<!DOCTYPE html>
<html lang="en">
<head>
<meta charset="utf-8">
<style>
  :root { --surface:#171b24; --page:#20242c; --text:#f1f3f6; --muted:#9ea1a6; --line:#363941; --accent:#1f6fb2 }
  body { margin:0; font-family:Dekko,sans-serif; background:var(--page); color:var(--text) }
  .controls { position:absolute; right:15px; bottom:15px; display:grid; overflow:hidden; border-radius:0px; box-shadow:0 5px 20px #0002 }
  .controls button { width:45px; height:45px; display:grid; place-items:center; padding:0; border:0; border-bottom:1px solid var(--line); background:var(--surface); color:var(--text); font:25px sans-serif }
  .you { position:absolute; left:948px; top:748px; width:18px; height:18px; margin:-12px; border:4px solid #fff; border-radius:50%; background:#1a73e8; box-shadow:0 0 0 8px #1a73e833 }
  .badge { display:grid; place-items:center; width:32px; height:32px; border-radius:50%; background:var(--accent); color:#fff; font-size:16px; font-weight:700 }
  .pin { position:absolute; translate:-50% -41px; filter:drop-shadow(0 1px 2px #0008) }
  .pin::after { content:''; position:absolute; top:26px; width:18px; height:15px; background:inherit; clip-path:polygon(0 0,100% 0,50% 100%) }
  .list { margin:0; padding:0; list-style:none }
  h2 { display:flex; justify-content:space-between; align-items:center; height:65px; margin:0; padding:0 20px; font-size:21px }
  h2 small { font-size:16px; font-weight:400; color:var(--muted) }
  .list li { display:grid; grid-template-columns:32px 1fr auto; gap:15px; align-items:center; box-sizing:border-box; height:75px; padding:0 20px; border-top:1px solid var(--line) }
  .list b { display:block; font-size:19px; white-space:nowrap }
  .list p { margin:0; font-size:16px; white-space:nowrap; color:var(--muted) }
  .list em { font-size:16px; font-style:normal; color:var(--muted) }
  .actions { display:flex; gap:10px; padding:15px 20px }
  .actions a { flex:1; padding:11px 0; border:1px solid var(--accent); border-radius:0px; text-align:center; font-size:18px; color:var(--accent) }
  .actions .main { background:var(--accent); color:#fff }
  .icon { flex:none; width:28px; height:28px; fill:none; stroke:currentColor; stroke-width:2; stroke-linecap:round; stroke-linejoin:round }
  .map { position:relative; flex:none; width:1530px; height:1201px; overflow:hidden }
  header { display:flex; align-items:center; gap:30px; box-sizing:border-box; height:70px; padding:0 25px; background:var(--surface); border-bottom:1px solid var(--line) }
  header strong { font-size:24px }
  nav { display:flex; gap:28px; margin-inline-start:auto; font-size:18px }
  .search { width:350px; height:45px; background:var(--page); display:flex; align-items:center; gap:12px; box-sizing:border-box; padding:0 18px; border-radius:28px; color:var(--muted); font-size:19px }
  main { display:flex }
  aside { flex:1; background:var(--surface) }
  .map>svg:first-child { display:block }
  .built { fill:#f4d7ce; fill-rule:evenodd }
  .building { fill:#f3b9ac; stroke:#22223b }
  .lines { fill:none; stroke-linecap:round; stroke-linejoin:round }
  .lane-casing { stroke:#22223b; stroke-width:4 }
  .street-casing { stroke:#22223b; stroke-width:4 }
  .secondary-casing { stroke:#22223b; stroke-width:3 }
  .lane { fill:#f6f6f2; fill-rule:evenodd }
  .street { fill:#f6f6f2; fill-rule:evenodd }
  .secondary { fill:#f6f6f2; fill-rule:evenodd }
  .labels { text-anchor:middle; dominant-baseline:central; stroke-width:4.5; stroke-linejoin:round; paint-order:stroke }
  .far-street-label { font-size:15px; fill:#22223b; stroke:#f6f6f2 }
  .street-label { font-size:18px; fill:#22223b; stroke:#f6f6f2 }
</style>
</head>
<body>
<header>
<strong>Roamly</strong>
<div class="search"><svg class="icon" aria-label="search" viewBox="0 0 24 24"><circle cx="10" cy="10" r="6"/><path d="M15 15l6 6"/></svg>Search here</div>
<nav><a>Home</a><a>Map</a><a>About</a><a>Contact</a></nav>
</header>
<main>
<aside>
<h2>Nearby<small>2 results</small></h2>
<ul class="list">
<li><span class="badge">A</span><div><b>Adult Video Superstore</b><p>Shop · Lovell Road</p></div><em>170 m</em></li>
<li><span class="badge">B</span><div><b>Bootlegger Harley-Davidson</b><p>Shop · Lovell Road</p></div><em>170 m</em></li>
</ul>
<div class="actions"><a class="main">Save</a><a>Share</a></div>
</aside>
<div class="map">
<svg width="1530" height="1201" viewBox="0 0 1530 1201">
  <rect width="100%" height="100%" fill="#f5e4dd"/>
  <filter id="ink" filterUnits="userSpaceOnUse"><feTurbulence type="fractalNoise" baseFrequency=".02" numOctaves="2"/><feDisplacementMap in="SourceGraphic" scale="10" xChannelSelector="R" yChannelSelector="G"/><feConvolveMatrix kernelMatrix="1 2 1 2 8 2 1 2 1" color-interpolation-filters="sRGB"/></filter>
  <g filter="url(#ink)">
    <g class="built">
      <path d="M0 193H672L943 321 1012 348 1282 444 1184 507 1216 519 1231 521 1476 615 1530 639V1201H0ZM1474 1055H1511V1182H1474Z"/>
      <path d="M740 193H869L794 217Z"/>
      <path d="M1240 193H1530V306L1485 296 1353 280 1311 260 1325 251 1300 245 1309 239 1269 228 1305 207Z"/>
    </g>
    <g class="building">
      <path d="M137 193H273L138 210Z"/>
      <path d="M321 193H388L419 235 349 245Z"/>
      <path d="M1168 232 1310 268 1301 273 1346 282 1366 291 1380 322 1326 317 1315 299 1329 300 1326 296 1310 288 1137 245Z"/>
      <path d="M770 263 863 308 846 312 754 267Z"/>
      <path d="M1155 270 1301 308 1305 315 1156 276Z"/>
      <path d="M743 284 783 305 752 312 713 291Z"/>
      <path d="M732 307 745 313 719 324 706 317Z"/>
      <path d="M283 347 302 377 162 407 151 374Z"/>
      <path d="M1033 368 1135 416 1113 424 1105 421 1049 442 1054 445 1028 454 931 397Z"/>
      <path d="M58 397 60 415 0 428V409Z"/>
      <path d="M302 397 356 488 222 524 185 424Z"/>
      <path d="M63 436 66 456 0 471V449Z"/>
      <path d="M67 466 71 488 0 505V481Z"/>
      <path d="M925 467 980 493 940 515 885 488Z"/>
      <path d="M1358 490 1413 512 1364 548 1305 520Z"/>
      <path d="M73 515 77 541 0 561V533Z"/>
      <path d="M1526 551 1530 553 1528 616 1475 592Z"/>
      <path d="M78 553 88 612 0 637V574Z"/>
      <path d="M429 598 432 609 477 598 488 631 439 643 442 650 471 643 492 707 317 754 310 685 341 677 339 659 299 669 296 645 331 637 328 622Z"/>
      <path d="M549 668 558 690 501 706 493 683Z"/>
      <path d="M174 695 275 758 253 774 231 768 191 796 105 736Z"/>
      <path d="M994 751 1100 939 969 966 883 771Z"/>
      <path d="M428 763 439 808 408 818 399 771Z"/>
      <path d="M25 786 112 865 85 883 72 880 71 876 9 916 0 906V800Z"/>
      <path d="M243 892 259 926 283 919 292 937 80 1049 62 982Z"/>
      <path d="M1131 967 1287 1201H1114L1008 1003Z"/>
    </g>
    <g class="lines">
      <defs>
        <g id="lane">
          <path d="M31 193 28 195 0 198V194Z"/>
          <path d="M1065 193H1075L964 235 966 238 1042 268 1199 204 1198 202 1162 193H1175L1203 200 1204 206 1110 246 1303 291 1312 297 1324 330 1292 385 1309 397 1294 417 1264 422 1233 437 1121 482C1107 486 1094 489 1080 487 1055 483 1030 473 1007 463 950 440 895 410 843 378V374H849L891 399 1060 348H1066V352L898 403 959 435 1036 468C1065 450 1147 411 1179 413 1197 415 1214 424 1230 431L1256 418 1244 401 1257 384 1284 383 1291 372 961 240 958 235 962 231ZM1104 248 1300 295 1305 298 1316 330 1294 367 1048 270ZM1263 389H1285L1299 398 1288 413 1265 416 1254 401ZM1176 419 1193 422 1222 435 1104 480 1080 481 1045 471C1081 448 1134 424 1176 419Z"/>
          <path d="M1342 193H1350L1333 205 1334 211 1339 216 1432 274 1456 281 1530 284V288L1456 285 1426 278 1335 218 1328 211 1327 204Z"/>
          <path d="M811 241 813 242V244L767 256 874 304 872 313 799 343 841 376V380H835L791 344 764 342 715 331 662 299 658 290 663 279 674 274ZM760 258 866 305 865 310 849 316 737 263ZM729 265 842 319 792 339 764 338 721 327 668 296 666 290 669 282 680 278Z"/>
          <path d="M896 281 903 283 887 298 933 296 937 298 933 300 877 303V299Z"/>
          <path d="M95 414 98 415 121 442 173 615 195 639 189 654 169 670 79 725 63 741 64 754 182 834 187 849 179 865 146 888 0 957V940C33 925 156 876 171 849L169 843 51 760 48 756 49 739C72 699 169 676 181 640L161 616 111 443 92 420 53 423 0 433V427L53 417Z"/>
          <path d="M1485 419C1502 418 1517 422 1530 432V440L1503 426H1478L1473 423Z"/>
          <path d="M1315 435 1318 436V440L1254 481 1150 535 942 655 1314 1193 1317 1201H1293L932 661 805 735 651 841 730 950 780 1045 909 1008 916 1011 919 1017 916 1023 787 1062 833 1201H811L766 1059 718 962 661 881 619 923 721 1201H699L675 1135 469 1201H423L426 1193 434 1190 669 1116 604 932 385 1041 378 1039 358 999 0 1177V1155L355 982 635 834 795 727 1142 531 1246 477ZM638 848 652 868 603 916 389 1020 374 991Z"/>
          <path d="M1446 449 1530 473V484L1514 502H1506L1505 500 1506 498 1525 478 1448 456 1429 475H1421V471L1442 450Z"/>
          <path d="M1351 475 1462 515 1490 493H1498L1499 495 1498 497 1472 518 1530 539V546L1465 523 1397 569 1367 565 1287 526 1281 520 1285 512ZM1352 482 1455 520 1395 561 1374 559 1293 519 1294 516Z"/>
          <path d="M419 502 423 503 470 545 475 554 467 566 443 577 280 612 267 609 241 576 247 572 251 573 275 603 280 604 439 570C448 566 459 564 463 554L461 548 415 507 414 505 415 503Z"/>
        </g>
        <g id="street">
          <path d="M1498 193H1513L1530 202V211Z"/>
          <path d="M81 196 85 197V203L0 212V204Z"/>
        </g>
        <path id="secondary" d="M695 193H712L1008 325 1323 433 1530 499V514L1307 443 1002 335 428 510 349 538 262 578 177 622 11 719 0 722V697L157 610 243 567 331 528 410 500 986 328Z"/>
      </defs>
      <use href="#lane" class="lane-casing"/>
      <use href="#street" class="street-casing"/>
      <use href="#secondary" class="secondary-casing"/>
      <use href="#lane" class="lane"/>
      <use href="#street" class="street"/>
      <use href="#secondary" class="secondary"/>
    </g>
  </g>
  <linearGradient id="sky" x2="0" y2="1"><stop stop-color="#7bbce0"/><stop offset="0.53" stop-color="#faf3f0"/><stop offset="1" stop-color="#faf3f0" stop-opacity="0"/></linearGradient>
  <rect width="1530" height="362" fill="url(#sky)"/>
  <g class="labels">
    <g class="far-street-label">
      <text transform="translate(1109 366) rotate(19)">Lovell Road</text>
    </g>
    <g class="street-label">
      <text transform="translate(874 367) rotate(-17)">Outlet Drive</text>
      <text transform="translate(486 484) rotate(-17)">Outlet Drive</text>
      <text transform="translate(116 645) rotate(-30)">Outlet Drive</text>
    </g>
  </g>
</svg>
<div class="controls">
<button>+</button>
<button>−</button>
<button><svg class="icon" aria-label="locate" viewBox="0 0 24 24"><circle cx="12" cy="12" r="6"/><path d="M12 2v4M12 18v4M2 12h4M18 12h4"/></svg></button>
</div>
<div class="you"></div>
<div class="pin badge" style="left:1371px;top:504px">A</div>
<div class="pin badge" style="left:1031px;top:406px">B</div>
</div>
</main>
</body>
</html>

.....

> [ACTIVITY] Going through the entries above, count each line that has the word "controls" and report only the count.

> [SOLUTION FOR THIS PROBLEM] 3